I just read a review copy of Chester Brown’s upcoming Paying For It, and am still processing it and am thus still a long way from writing an actual review of it yet (it doesn’t come out until May). But one of my favorite aspects of the book were the scenes in which Brown’s comics versions of real-life friends and cartoonists Seth, Joe Matt and himself would hang out and talk about the subject of the book (Brown’s “whoremongering,” as Matt calls it, and their various theories on romantic love/human relationships). Here Matt, whom you may recognize as the author of Spent (in which Brown and Seth also appeared as supporting characters), reviews Paying For It…or at least its portrayal of him in some scenes.
“G-g-g-ghost World?”: Check out this neat “mush-up” of Ghost World and Scooby-Doo.

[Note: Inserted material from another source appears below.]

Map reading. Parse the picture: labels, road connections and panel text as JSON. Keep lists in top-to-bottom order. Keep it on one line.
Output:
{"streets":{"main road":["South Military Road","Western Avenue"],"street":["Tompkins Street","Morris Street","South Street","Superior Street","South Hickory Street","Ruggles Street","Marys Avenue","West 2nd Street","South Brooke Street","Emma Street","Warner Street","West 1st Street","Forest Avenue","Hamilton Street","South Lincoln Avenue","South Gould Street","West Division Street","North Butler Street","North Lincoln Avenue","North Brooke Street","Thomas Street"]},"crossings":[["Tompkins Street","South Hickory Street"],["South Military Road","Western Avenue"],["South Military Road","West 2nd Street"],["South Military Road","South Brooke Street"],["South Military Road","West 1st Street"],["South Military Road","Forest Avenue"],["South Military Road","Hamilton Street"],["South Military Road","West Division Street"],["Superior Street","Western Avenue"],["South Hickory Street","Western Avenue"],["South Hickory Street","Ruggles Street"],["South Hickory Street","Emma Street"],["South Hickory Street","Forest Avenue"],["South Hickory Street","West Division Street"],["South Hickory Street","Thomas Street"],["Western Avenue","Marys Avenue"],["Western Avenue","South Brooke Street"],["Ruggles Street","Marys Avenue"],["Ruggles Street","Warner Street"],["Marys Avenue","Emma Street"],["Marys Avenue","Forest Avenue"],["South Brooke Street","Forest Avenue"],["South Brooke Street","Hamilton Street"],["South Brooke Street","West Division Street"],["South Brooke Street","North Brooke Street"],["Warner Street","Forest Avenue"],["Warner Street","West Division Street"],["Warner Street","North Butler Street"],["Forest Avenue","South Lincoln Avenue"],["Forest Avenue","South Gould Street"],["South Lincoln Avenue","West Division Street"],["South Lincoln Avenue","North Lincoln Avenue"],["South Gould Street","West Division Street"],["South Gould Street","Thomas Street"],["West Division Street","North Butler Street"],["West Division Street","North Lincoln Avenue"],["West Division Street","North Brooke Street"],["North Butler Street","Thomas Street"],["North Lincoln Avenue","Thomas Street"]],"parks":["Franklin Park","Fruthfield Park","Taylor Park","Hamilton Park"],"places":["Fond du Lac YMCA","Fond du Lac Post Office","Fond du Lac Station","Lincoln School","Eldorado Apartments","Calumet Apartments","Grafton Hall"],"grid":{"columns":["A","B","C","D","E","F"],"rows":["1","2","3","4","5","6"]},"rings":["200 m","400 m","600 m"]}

“So let me throw out a few vaguely related thoughts that I can’t really seem to flow in a cohesive narrative right now…”: Sean Kleefeld on what still strikes me as the strangest announcement of the weekend.
“I’m not the biggest Neal Adams fan. This will not change my mind”: Blog Into Mystery blogs into Adams’ Skateman #1. What I wouldn’t give to see Adams have Skateman team-up with Batman in a Batman: The Odyssey special…
That White Queen costume doesn’t look quite 1960s, and yet doesn’t look quite modern to me either: Total Film attempts era-appropriate X-Men: First Class for their issue featuring the upcoming X-Men film.
Great headline, guys: “The Green Lantern comic is the basis for a movie due in June”
That’s about 23 more expressions than most super-comics artists seem capable of mustering these days: Brad Mackay closely examines a two-page spread of various Superman faces and expressions he found in DC Comics Year By Year: A Visual Chronicle. (Via Comics Reporter)
And they’ve already got a theme song!: A recent installment of James Kochalka’s American Elf diary strip was entitled “Pitching Superf*ckers,” and was about he and four guys on his team pitching the four people on “their team.” “I could write a whole graphic novel about the emotional dynamics in that room,” Kochalka wrote. Man, I would love to read that graphic novel. Almost as much as I’d like to see a Superf*ckers cartoon.